## DESCRIPTION OF THE TASK
Keeping each line intact, print the whole listing.

## RECORD SET
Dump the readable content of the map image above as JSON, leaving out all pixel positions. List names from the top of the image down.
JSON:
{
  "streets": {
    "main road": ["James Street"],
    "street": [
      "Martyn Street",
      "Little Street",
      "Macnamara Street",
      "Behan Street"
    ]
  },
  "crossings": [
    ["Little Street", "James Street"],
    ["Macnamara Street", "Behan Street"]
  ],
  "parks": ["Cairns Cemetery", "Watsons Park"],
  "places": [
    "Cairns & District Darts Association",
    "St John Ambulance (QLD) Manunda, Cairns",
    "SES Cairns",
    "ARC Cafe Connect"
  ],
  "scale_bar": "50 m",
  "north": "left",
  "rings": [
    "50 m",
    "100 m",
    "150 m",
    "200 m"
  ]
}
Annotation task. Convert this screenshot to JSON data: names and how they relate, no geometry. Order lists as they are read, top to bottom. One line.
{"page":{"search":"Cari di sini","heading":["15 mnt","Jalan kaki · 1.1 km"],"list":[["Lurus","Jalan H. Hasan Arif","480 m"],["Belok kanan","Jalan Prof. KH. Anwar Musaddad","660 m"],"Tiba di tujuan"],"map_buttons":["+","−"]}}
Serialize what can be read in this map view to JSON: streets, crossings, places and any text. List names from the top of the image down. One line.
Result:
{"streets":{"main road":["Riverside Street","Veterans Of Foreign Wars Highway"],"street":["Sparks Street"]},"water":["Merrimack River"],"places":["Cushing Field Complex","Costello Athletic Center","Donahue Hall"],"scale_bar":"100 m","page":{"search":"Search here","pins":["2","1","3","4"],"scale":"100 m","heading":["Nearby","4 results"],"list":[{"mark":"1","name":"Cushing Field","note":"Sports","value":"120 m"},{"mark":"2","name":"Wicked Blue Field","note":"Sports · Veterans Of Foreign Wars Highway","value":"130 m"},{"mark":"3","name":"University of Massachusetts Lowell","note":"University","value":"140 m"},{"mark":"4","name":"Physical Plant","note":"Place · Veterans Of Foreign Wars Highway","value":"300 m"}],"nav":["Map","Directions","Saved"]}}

## TASK RESULT
Dump the readable content of the map image above as JSON, leaving out all pixel positions. List names from the top of the image down.
JSON:
{
  "streets": {
    "main road": ["James Street"],
    "street": [
      "Martyn Street",
      "Little Street",
      "Macnamara Street",
      "Behan Street"
    ]
  },
  "crossings": [
    ["Little Street", "James Street"],
    ["Macnamara Street", "Behan Street"]
  ],
  "parks": ["Cairns Cemetery", "Watsons Park"],
  "places": [
    "Cairns & District Darts Association",
    "St John Ambulance (QLD) Manunda, Cairns",
    "SES Cairns",
    "ARC Cafe Connect"
  ],
  "scale_bar": "50 m",
  "north": "left",
  "rings": [
    "50 m",
    "100 m",
    "150 m",
    "200 m"
  ]
}
Annotation task. Convert this screenshot to JSON data: names and how they relate, no geometry. Order lists as they are read, top to bottom. One line.
{"page":{"search":"Cari di sini","heading":["15 mnt","Jalan kaki · 1.1 km"],"list":[["Lurus","Jalan H. Hasan Arif","480 m"],["Belok kanan","Jalan Prof. KH. Anwar Musaddad","660 m"],"Tiba di tujuan"],"map_buttons":["+","−"]}}
Serialize what can be read in this map view to JSON: streets, crossings, places and any text. List names from the top of the image down. One line.
Result:
{"streets":{"main road":["Riverside Street","Veterans Of Foreign Wars Highway"],"street":["Sparks Street"]},"water":["Merrimack River"],"places":["Cushing Field Complex","Costello Athletic Center","Donahue Hall"],"scale_bar":"100 m","page":{"search":"Search here","pins":["2","1","3","4"],"scale":"100 m","heading":["Nearby","4 results"],"list":[{"mark":"1","name":"Cushing Field","note":"Sports","value":"120 m"},{"mark":"2","name":"Wicked Blue Field","note":"Sports · Veterans Of Foreign Wars Highway","value":"130 m"},{"mark":"3","name":"University of Massachusetts Lowell","note":"University","value":"140 m"},{"mark":"4","name":"Physical Plant","note":"Place · Veterans Of Foreign Wars Highway","value":"300 m"}],"nav":["Map","Directions","Saved"]}}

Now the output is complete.